[Stored data]

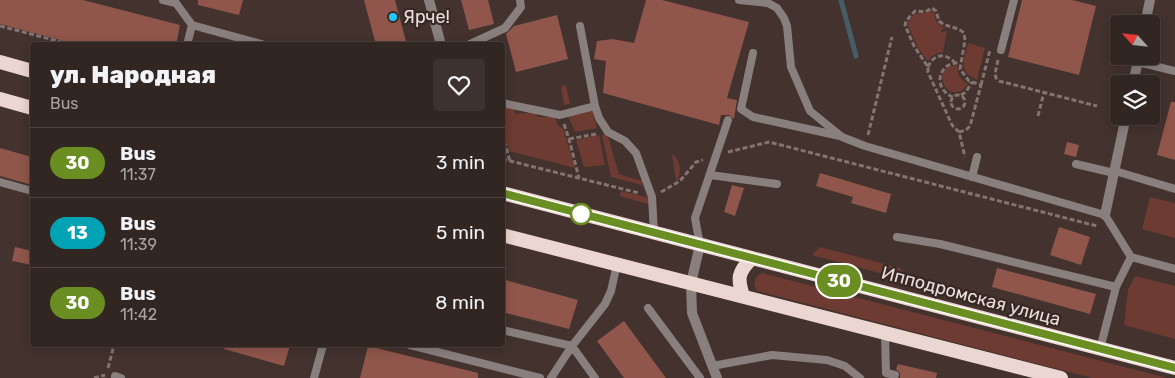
<!DOCTYPE html>
<meta charset="utf-8">
<style>
:root{--surface:#322622;--page:#3d322f;--text:#f1f3f6;--muted:#a8a5a5;--line:#4d4340}
body{margin:0;font-family:Rubik,sans-serif;background:var(--page);color:var(--text);height:100vh;display:flex;flex-direction:column;font-size:19px;white-space:nowrap}
*{box-sizing:border-box;margin:0}
p{font-size:16px;color:var(--muted)}
.icon{flex:none;width:28px;height:28px;fill:none;stroke:currentColor;stroke-width:2;stroke-linecap:round;stroke-linejoin:round}
.map{position:relative;flex:1;overflow:hidden}
.sheet{position:absolute;left:30px;top:42px;width:475px;height:305px;display:flex;flex-direction:column;background:var(--surface);border-radius:5px;box-shadow:0 2px 12px #0003,0 0 0 1px var(--line)}
.sheet>*{flex:none}
.badge{padding:0 10px;border-radius:16px;font-size:18px;line-height:32px}
.needle{width:32px;rotate:297deg}
.controls{position:absolute;left:1110px;top:15px;display:grid;gap:10px}
.controls a{display:grid;place-items:center;width:50px;height:50px;border-radius:5px;background:var(--surface);box-shadow:0 2px 12px #0003,0 0 0 1px var(--line);font-size:25px}
.map>.badge{position:absolute;translate:-50% -50%;box-shadow:0 0 0 2px #fff}
.round{display:grid;place-items:center;flex:none;width:52px;height:52px;border-radius:5px;background:var(--page)}
.head{display:flex;align-items:center;justify-content:space-between;height:85px;padding:0 20px}
h1{font-size:24px;font-weight:800;line-height:38px}
ul{padding:0;list-style:none}
li{display:flex;align-items:center;gap:15px;height:70px;padding:0 20px;border-top:1px solid var(--line)}
li div{flex:1}
li b{display:block;font-size:19px}
li em{font-style:normal}
li .badge{min-width:55px;font-weight:700;text-align:center}
.map>svg:first-child{display:block}
</style>
<div class="map">
<svg width="1175" height="378" viewBox="0 0 1175 378">
<rect width="100%" height="100%" fill="#43322e"/>
<path fill="#6d3b31" d="M930 10 934 12C935 21 937 24 945 28L941 31 942 33 947 30 943 52C936 53 932 55 928 61L918 48 907 23 915 14 925 13Z
M968 43 985 48 977 80C957 71 964 61 968 43Z
M957 65C958 74 960 80 968 84 949 110 927 67 957 65Z
M566 85 570 104 564 105 561 86Z
M513 107 516 114 536 112 538 117H555L558 126 563 128 575 168 509 151 503 130 502 109Z
M592 109 597 128 575 132 568 116Z
M607 133 619 174 642 181V185L611 177 602 135Z
M599 135 605 165 584 167 576 140Z
M672 154C681 161 681 169 678 180L676 181Z
M621 191 650 198 651 205 620 196Z
M1150 197 1175 203V238L1142 229Z
M820 247 900 268 913 282 812 255Z
M762 273 1167 378H1092L757 291 754 284 756 277Z
M1135 276 1175 286V339L1124 325 1128 290Z"/>
<g fill="none" stroke-linecap="round" stroke-linejoin="round">
<path stroke="#465d65" stroke-width="5" d="M841 0 856 56"/>
</g>
<path fill="#90564b" d="M0 0H83L180 25 176 45H79L0 24Z
M198 0H243L239 15 198 5Z
M364 0H395L407 45H376Z
M461 0H488L494 24 469 30Z
M646 0H662L749 22 727 98 737 100 734 119 729 115H721L719 125 603 93 606 61 594 59 597 41 613 39 634 43Z
M1022 0H1072L1096 6 1079 75 1008 57Z
M557 15 568 59 516 72 506 34 514 26Z
M1171 102H1175V160L1157 155Z
M1067 142 1079 145 1076 157 1064 154Z
M0 148 32 157V185L0 176Z
M820 173 891 194 886 213 851 203 853 197 816 186Z
M732 185 744 188 735 216 724 212Z
M1059 227 1090 237 1081 265 1050 255Z
M15 247 32 251V265L12 261Z
M997 268 1096 294 1090 314 992 287Z
M502 279 578 300 569 329 502 312Z
M624 321 666 378H624L597 341Z
M225 345H290L284 366 224 349Z
M368 346 478 373V378H360Z
M898 364 937 373 936 378H900V373L896 369Z"/>
<g fill="none" stroke-linecap="round" stroke-linejoin="round">
<path stroke="#837470" stroke-width="3" stroke-dasharray="5 2.5" stroke-linecap="butt" d="M0 26 73 45
M998 60 995 74 996 78 999 81 1097 106
M928 67C933 54 946 52 955 63
M981 85 990 50
M951 102a7 7 0 1 1 14 0a7 7 0 1 1-14 0Z
M961 95 966 92 972 82
M953 97C932 89 938 61 960 63
M1038 116 1044 92
M564 124 569 139 579 178
M959 132 966 130 970 126 981 85 969 81 960 69 965 40 964 33C957 26 947 28 939 21L936 11 932 8 925 12 915 11 906 21 905 25 914 46 928 67V72L952 125 959 132 965 157
M502 134 510 161
M868 135 892 37
M569 139 596 134
M728 152 769 142 1097 226
M502 159 639 193
M661 192 680 181 696 162 703 160
M108 368 114 345
M94 378 105 375"/>
<path stroke="#89807e" stroke-width="8" d="M163 0 176 3 192 25
M739 0 768 3 777 8 784 18 787 26 791 67 810 111 842 137 865 146 1105 215 1131 257 1175 269
M580 26 595 106 599 118 608 132 625 141 636 153 652 197 654 233
M187 45 192 25 265 45
M468 45 505 28 521 7 520 0
M1001 50 1014 0
M753 53 741 109 753 117 840 136
M1138 62 1175 71
M502 103 560 115 595 106
M1076 164 1114 173
M1115 171 1175 189
M710 175 777 184
M972 177 977 157
M0 182 32 191
M897 237 940 244 1116 287
M700 245 695 218 728 120
M648 308 700 378
M502 330 572 346 595 378
M885 333 886 373 895 375
M410 345 540 378
M1100 349 1116 287 1131 257
M712 366 772 355 827 360 845 366 860 378
M115 376 121 378
M314 378 323 345
M551 378 572 346 605 304 611 291 617 264"/>
<path stroke="#89807e" stroke-width="10" d="M429 0 441 45
M1145 24 1150 0
M1133 84 1139 56
M1105 215 1126 116
M700 245 691 283 692 313 717 378"/>
<path stroke="#ecd6d2" stroke-width="14" d="M0 62 32 71
M0 99 32 108
M502 193 1175 368
M502 235 1061 378
M743 296C737 278 738 272 752 258"/>
</g>
<g fill="none" stroke-linecap="round" stroke-linejoin="round">
<g stroke="#fff" stroke-width="11">
<path id="line" d="M502 193 1175 368"/>
</g>
<use href="#line" stroke="#6b8e23" stroke-width="8"/>
</g>
<circle fill="#22c9fe" stroke="#382824" stroke-width="2" cx="393" cy="17" r="5"/>
<circle fill="#fff" stroke="#6b8e23" stroke-width="2.5" cx="581" cy="214" r="10"/>
<g text-anchor="middle" dominant-baseline="central" stroke-width="4.5" stroke-linejoin="round" paint-order="stroke">
<g font-size="18" fill="#eadfdc" stroke="#382824" text-anchor="start">
<text x="403" y="17">Ярче!</text>
</g>
<g font-size="18" fill="#eadfdc" stroke="#382824">
<text transform="translate(971 296) rotate(15)">Ипподромская улица</text>
</g>
</g>
</svg>
<div class="controls">
<a><svg class="needle" viewBox="-14 -14 28 28"><path d="M0-13l5 13h-10z" fill="#e53935"/><path d="M0 13l5-13h-10z" fill="#a8a5a5"/></svg></a>
<a><svg class="icon" aria-label="layers" viewBox="0 0 24 24"><path d="M12 4l9 5-9 5-9-5zM3 14l9 5 9-5"/></svg></a>
</div>
<b class="badge" style="left:839px;top:281px;background:#6b8e23;color:#fff">30</b>
<section class="sheet">
<div class="head"><div><h1>ул. Народная</h1><p>Bus</p></div><a class="round"><svg class="icon" aria-label="heart" viewBox="0 0 24 24"><path d="M12 20l-8-8c-3-5 5-10 8-4 3-6 11-1 8 4z"/></svg></a></div>
<ul>
<li><span class="badge" style="background:#6b8e23;color:#fff">30</span><div><b>Bus</b><p>11:37</p></div><em>3 min</em></li>
<li><span class="badge" style="background:#00a3b4;color:#fff">13</span><div><b>Bus</b><p>11:39</p></div><em>5 min</em></li>
<li><span class="badge" style="background:#6b8e23;color:#fff">30</span><div><b>Bus</b><p>11:42</p></div><em>8 min</em></li>
</ul>
</section>
</div>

* [Assignment]: Search the data above for the string "page" and report each line that holds it.

* [Solved exercise]:
:root{--surface:#322622;--page:#3d322f;--text:#f1f3f6;--muted:#a8a5a5;--line:#4d4340}
body{margin:0;font-family:Rubik,sans-serif;background:var(--page);color:var(--text);height:100vh;display:flex;flex-direction:column;font-size:19px;white-space:nowrap}
.round{display:grid;place-items:center;flex:none;width:52px;height:52px;border-radius:5px;background:var(--page)}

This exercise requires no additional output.